The Austin American Statesman had an interesting article on what Austin cops will likely face in the coming days and years in dealing with the death of their colleague.
Unofficially, individual officers — trained to gather and analyze crime scene details — will pass around every aspect of what occurred in the events leading up to Padron's sudden and brief struggle with suspect Brandon M. Daniel.
"There's a tremendous need to find out what happened," said Laurence Miller, a Florida psychologist who works with police departments and is the author of the book "Practical Police Psychology." "You can expect a lot of micro-dissection."
One reason is, police simply want to compile information out of professional curiosity, Miller said.
But another is a sort of defense mechanism that permits officers to continue performing their work without paralyzing fear. "There's a tremendous identification factor," he said. "If I understand what happened, maybe next time I can do something about it."

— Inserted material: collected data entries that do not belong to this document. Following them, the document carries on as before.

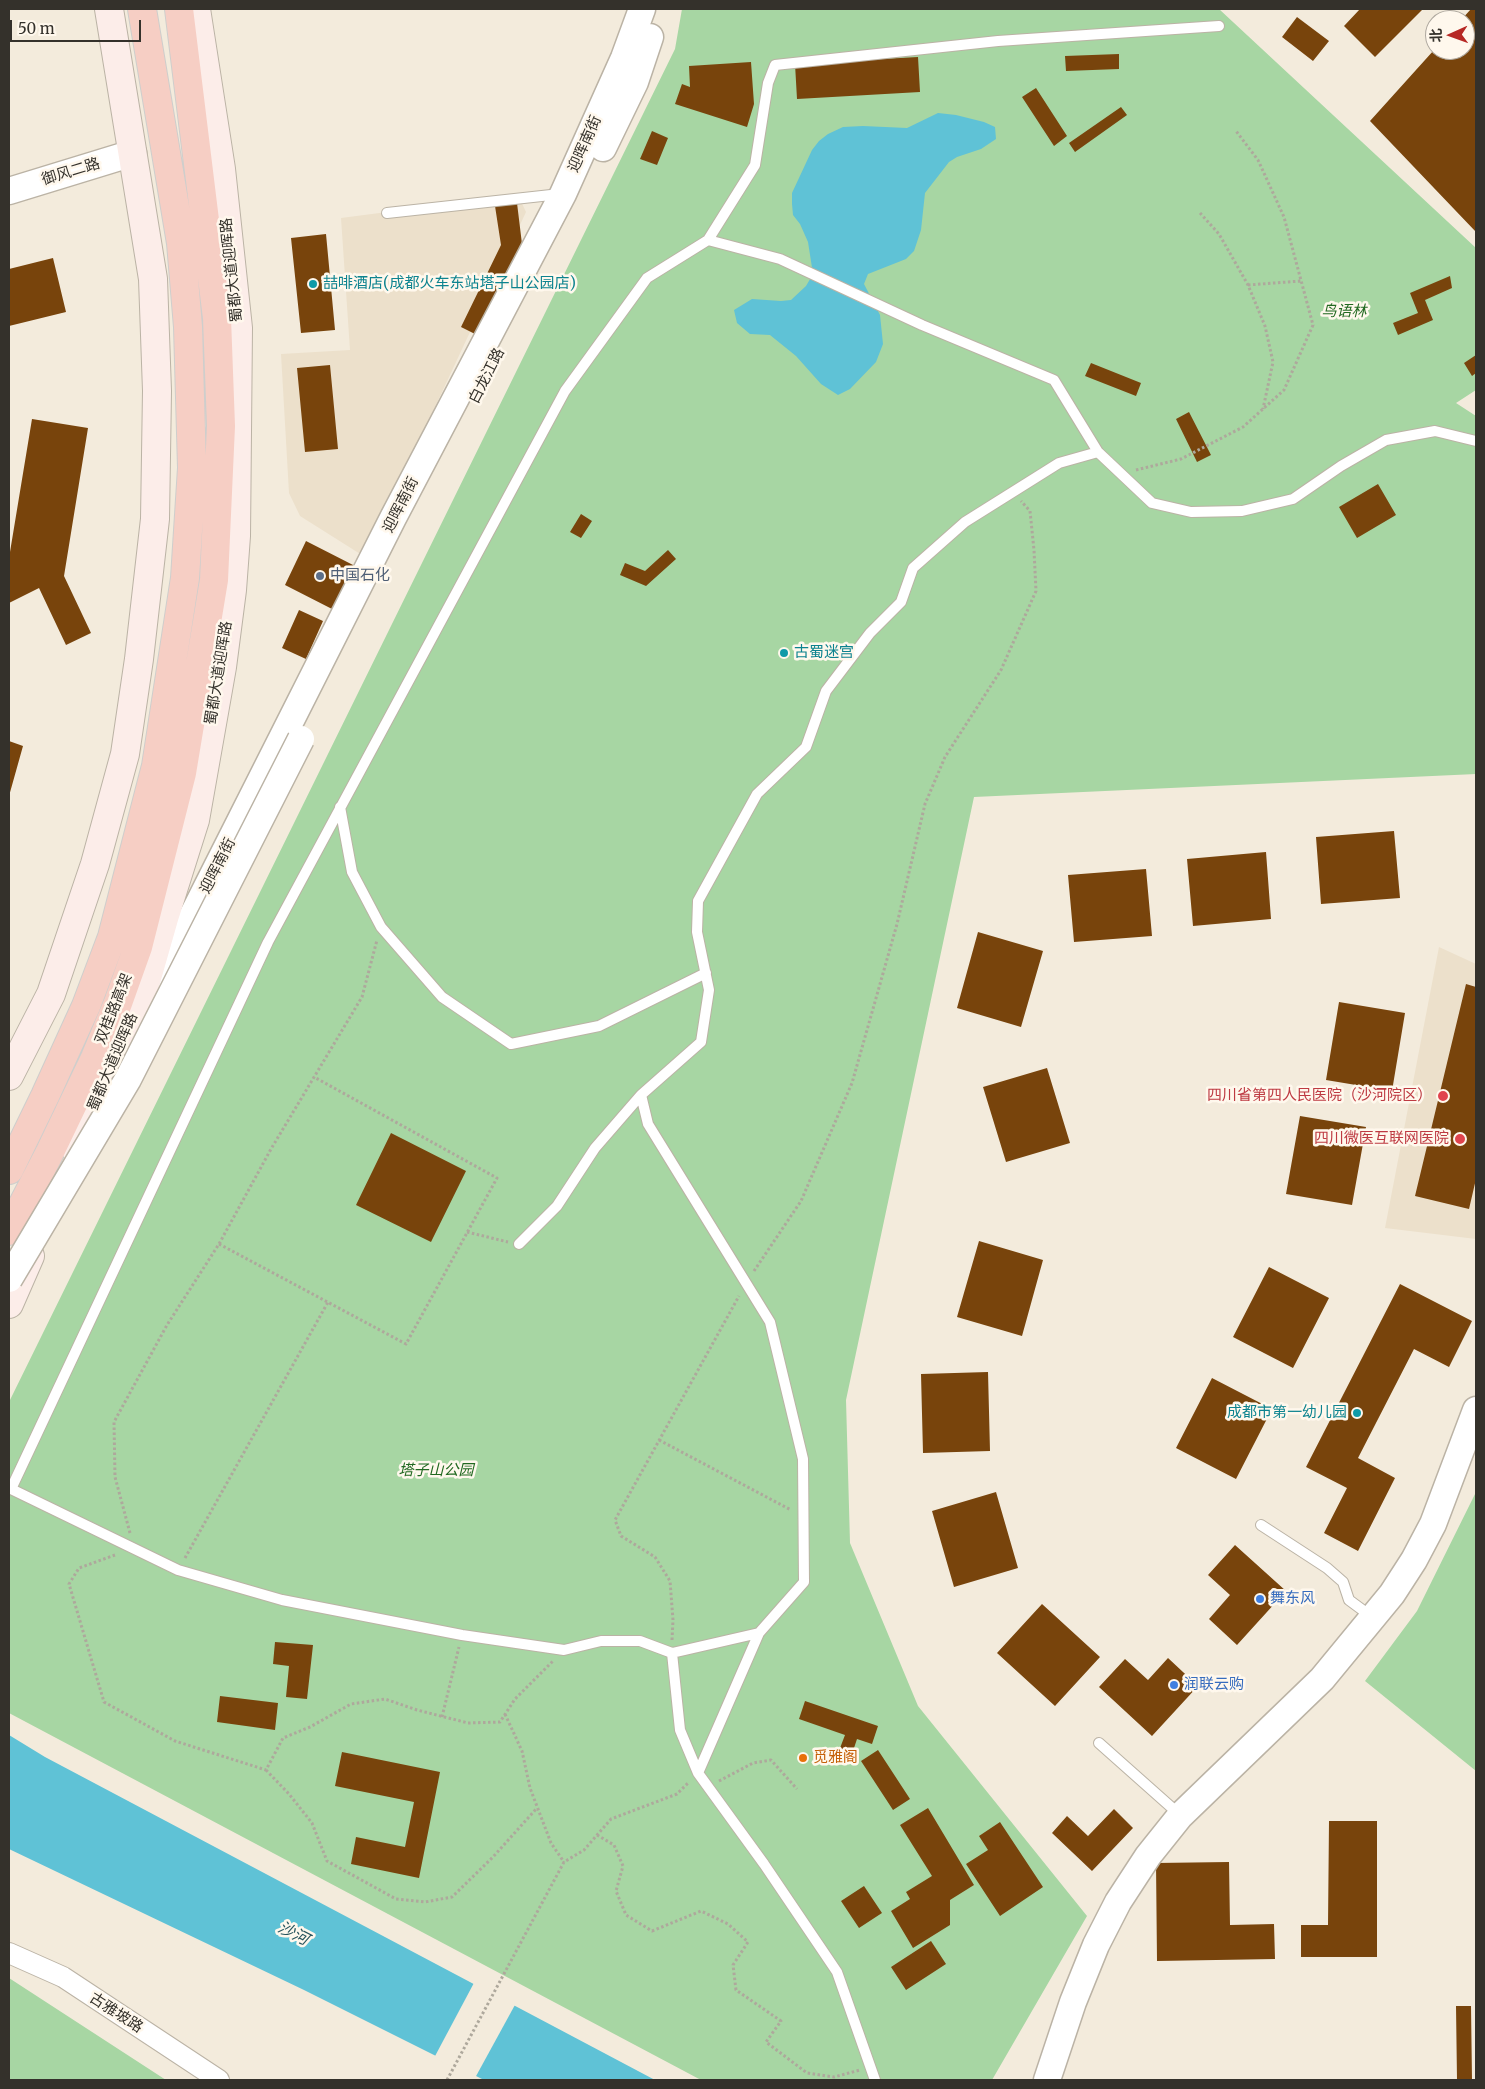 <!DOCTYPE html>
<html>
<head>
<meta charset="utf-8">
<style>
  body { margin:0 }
  #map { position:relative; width:1485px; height:2089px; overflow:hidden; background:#f3ebdc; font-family:Merriweather,"Noto Sans SC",serif }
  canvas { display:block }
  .frame { position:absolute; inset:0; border:10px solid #34312b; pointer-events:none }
  .north { position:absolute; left:1425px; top:10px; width:50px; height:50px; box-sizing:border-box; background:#fff8ed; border:1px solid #aea89f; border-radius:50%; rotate:268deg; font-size:14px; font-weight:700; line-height:20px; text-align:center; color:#34312b }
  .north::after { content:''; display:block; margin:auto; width:18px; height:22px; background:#b72824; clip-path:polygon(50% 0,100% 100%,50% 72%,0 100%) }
  .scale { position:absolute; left:10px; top:20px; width:131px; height:22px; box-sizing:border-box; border:2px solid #34312b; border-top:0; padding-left:6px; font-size:15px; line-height:18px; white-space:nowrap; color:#34312b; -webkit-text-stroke:4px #fff8ed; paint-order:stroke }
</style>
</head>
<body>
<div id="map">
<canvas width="1485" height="2089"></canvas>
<div class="frame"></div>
<div class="north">北</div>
<div class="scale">50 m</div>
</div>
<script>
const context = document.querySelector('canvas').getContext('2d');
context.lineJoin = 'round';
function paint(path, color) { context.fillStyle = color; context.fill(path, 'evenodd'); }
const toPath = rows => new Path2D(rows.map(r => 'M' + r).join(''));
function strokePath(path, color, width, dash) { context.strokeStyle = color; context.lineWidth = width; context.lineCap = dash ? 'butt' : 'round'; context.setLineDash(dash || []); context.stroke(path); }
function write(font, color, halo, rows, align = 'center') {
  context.font = font + ' Merriweather,"Noto Sans SC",serif'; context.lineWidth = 5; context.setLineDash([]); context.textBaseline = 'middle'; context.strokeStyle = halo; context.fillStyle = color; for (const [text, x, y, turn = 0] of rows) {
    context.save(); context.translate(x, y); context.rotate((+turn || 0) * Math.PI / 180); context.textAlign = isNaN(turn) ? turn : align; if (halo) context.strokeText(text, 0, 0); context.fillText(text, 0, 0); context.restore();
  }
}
paint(toPath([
  [518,195,526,212,365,557,300,516,289,493,281,354,350,350,341,218],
  [1439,947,1476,964,1476,1239,1385,1228]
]), '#ece0cb');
paint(toPath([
  [682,9,1219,9,1476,248,1476,390,1456,403,1476,416,1476,774,974,797,846,1400,850,1543,918,1706,1087,1916,992,2080,701,2080,9,1713,9,1402,675,49],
  [1476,1492,1476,1771,1365,1681,1417,1611],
  [9,1978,166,2080,9,2080]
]), '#a7d6a3');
paint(toPath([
  [938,113,956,115,984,122,995,127,996,139,981,149,957,157,949,162,925,193,921,230,914,251,906,259,868,274,864,284,880,315,883,344,876,362,850,389,838,395,821,384,796,356,770,335,750,334,737,323,734,310,752,299,781,301,791,300,806,286,813,274,808,242,800,224,793,215,792,204,792,193,812,150,819,141,828,134,843,127,863,126,907,128],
  [9,1735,45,1757,655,2080,484,2080,304,1990,9,1849]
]), '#5fc2d6');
paint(toPath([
  [475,1981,516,2003,475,2078,434,2058]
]), '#f3ebdc');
paint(toPath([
  [1360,9,1423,9,1375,57,1344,26],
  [1471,9,1476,9,1476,232,1370,121,1434,50,1465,50,1465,20,1461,20],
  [1297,17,1329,41,1313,61,1282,37],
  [1119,54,1119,69,1066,71,1065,56],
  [918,57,920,92,797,99,795,64],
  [751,62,754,104,747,127,675,104,682,84,690,87,689,66],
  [1036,88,1067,136,1054,146,1022,97],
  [1121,107,1127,115,1075,152,1069,143],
  [652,131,668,138,657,165,640,159],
  [517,203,522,244,479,336,461,327,501,245,495,206],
  [326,234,335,330,301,333,291,238],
  [53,258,66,312,9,326,9,269],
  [1450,276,1452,288,1425,300,1433,320,1398,335,1393,323,1418,313,1410,293],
  [1476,355,1476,373,1472,376,1464,363],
  [1091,363,1141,383,1136,396,1085,376],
  [330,365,338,449,305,452,297,368],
  [1189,412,1211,455,1197,462,1176,419],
  [32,419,88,428,64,576,91,633,66,645,39,588,9,603,9,558],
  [1378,484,1396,515,1357,538,1339,507],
  [581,514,592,521,581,538,570,532],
  [306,541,355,566,334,610,285,585],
  [668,550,676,559,646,586,620,575,625,563,645,571],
  [299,610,323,621,306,659,282,648],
  [9,741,23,746,9,796],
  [1394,831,1400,898,1321,904,1316,837],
  [1266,852,1271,919,1193,926,1187,859],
  [1146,869,1152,936,1074,942,1068,875],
  [978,932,1043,951,1021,1027,957,1008],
  [1466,984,1476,987,1476,1179,1469,1209,1415,1196],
  [1339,1002,1405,1013,1392,1091,1326,1080],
  [1047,1068,1070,1143,1006,1162,983,1087],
  [1300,1116,1366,1127,1352,1205,1286,1194],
  [391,1133,466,1171,431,1242,356,1205],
  [979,1241,1043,1260,1022,1336,957,1317],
  [1269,1267,1329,1298,1293,1368,1233,1337],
  [1400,1284,1472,1321,1449,1367,1414,1349,1358,1458,1395,1478,1358,1551,1324,1533,1347,1488,1306,1467],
  [988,1372,990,1451,923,1453,921,1374],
  [1212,1378,1272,1409,1236,1479,1176,1448],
  [996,1492,1018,1568,954,1587,932,1511],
  [1235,1545,1286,1591,1237,1645,1209,1619,1230,1595,1208,1575],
  [1042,1604,1100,1657,1055,1706,997,1653],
  [275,1642,313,1645,307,1699,286,1697,289,1666,273,1664],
  [1168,1658,1198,1686,1152,1736,1099,1687,1125,1659,1148,1680],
  [220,1696,278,1703,275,1730,217,1722],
  [805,1701,878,1726,872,1744,857,1739,850,1760,837,1756,845,1735,799,1719],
  [878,1750,910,1799,893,1810,861,1761],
  [342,1752,440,1772,419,1878,351,1864,356,1837,405,1847,414,1802,335,1786],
  [928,1808,974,1885,950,1900,950,1925,913,1948,891,1911,910,1899,906,1892,932,1876,900,1825],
  [1114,1809,1133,1828,1092,1871,1052,1833,1067,1816,1088,1836],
  [1329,1821,1377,1821,1377,1957,1301,1957,1301,1925,1328,1925],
  [1000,1822,1043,1887,1000,1916,966,1864,988,1850,979,1836],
  [1229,1862,1230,1925,1274,1924,1275,1959,1157,1961,1156,1863],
  [864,1886,882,1913,859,1928,841,1901],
  [931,1941,946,1964,906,1990,891,1967],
  [1456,2006,1471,2006,1472,2080,1457,2080]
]), '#78440c');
const service = toPath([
  [387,213,560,194],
  [708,240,780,259,922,325,1054,380,1098,452],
  [340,807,352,872,381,927,442,997,511,1044,599,1026,706,973],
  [519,1244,557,1206,595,1148,641,1095],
  [9,1488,178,1570,282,1600,462,1635,564,1650,601,1641,640,1641,672,1653,759,1633],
  [11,1489,268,942,565,391,647,278,708,240,755,165,768,83,775,65,998,41,1219,26],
  [1261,1525,1327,1568,1343,1582,1349,1600,1372,1617],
  [672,1653,680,1730,698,1773,764,1864,837,1972,875,2080],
  [1099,1743,1180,1815],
  [698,1773,759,1633,804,1582,803,1459,770,1322,648,1124,641,1095,701,1042,709,990,697,932,698,901,757,794,806,747,826,691,870,633,901,602,913,568,965,522,1059,463,1098,452,1152,503,1191,512,1242,511,1293,499,1341,466,1386,440,1435,431,1476,441]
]);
const minor = toPath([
  [9,1953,63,1977,219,2080]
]);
const tertiary = toPath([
  [603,148,635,82,650,37],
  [9,191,133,153],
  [143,992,172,956,393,518,563,194,624,58,642,9],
  [1047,2080,1073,2002,1096,1945,1118,1902,1148,1856,1180,1816,1322,1679,1392,1594,1414,1560,1433,1524,1476,1410]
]);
const secondary = toPath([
  [9,1076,51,994,95,864,125,754,139,659,155,519,157,391,153,279,109,9],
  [76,1150,143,992,165,915,195,820,222,667,232,590,236,536,238,328,221,169,196,9],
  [9,1304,30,1256]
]);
const trunk = toPath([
  [9,1170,45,1096,86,1006,112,937,156,766,185,578,192,468,188,327,181,243,142,9],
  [9,1231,49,1154,95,1058,118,1003,138,947,182,773,214,580,221,426,217,318,179,9]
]);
strokePath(service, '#bbb3a5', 12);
strokePath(minor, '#bbb3a5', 22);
strokePath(tertiary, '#bbb3a5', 29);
strokePath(secondary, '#bbb3a5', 30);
strokePath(trunk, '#cececc', 30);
strokePath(toPath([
  [1200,213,1219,234,1248,285,1265,326,1273,362,1263,409],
  [1248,285,1301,281],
  [1136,470,1181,459,1243,427,1284,390,1313,325,1284,217,1258,160,1236,131],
  [467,1232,508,1242],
  [219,1244,406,1344,497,1178,314,1077],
  [754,1271,801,1201,852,1083,897,924,925,804,945,757,1001,670,1036,591,1034,550,1030,511,1021,501],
  [659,1440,791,1510],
  [130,1533,115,1477,114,1422,167,1325,219,1244,271,1149,362,997,377,940],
  [115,1555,79,1568,69,1584,104,1702,175,1741,266,1770,283,1738,310,1727,351,1704,385,1699,417,1710,468,1723,500,1722,515,1699,553,1661],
  [185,1558,328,1302],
  [672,1640,673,1620,670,1581,655,1557,621,1536,615,1520,739,1296],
  [505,1714,522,1751,530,1788,551,1843,564,1862],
  [442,1717,459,1647],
  [266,1770,289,1794,312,1823,327,1861,396,1899,425,1902,452,1897,493,1857,537,1808],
  [719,1781,753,1763,771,1760,797,1789],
  [597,1835,614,1845,623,1866,616,1891,626,1915,652,1931,701,1911,728,1924,748,1942,733,1965,736,1990,781,2021,766,2042,807,2073,834,2077,860,2070],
  [447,2080,564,1862,584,1850,611,1819,677,1794,688,1783]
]), '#aea89c', 3, [2.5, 2.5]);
strokePath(service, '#fff', 10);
strokePath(minor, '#fff', 20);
strokePath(tertiary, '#fff', 26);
strokePath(secondary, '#fcede9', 28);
strokePath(trunk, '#f6cec4', 28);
const tertiaryBridge = toPath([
  [9,1279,128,1079,301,739]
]);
strokePath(tertiaryBridge, '#bbb3a5', 29, []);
strokePath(tertiaryBridge, '#fff', 26);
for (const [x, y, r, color] of [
  [313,284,5,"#0f9aa8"],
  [320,576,5,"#5c6f8a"],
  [784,653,5,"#0f9aa8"],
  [1443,1096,6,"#e0444e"],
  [1460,1139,6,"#e0444e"],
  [1357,1413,5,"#0f9aa8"],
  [1260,1599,5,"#3f7fe0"],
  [1174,1685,5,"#3f7fe0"],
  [803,1758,5,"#e8710a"]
]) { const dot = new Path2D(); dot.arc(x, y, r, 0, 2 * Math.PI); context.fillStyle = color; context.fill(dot); strokePath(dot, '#fff8ed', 2); }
write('15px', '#34312b', '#fff8ed', [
  ["迎晖南街",585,144,-66],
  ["御风二路",71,172,-17],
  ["蜀都大道迎晖路",232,270,-96],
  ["白龙江路",487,376,-63],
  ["迎晖南街",401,505,-63],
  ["蜀都大道迎晖路",219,673,-81],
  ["迎晖南街",218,866,-63],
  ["双桂路高架",114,1009,-68],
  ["蜀都大道迎晖路",113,1062,-67],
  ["古雅坡路",116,2013,33]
]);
write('15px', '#0d838f', '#fff8ed', [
  ["喆啡酒店(成都火车东站塔子山公园店)",323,284],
  ["古蜀迷宫",794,653],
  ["成都市第一幼儿园",1347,1413,"right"]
], 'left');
write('italic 15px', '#226921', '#fff8ed', [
  ["鸟语林",1344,312],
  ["塔子山公园",436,1471]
]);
write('15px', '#4e5e75', '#fff8ed', [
  ["中国石化",330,576]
], 'left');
write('15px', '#be3a42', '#fff8ed', [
  ["四川省第四人民医院（沙河院区）",1432,1096],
  ["四川微医互联网医院",1449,1139]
], 'right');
write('15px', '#366cbe', '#fff8ed', [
  ["舞东风",1270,1599],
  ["润联云购",1184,1685]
], 'left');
write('15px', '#c56008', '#fff8ed', [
  ["觅雅阁",813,1758]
], 'left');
write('italic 16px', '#29555e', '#fff8ed', [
  ["沙河",293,1934,27]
]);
</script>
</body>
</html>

I have worked in law enforcement in Central Texas for over twenty one years both as a sworn officer and as a civilian crime analyst. I know and have worked with a number of Austin Police officers over the years as I work only about 60 miles north of Austin. I found the response on social media by officers I know in the area to be visceral.
Anytime a line of duty death occurs, especially if it's geographically close to you, you identify with the cop that got killed. You wonder how many times you have cheated death on a call. You realize that it could have happened to you. I still do even though I gave up my badge years ago when I became a crime analyst and am no longer on the streets.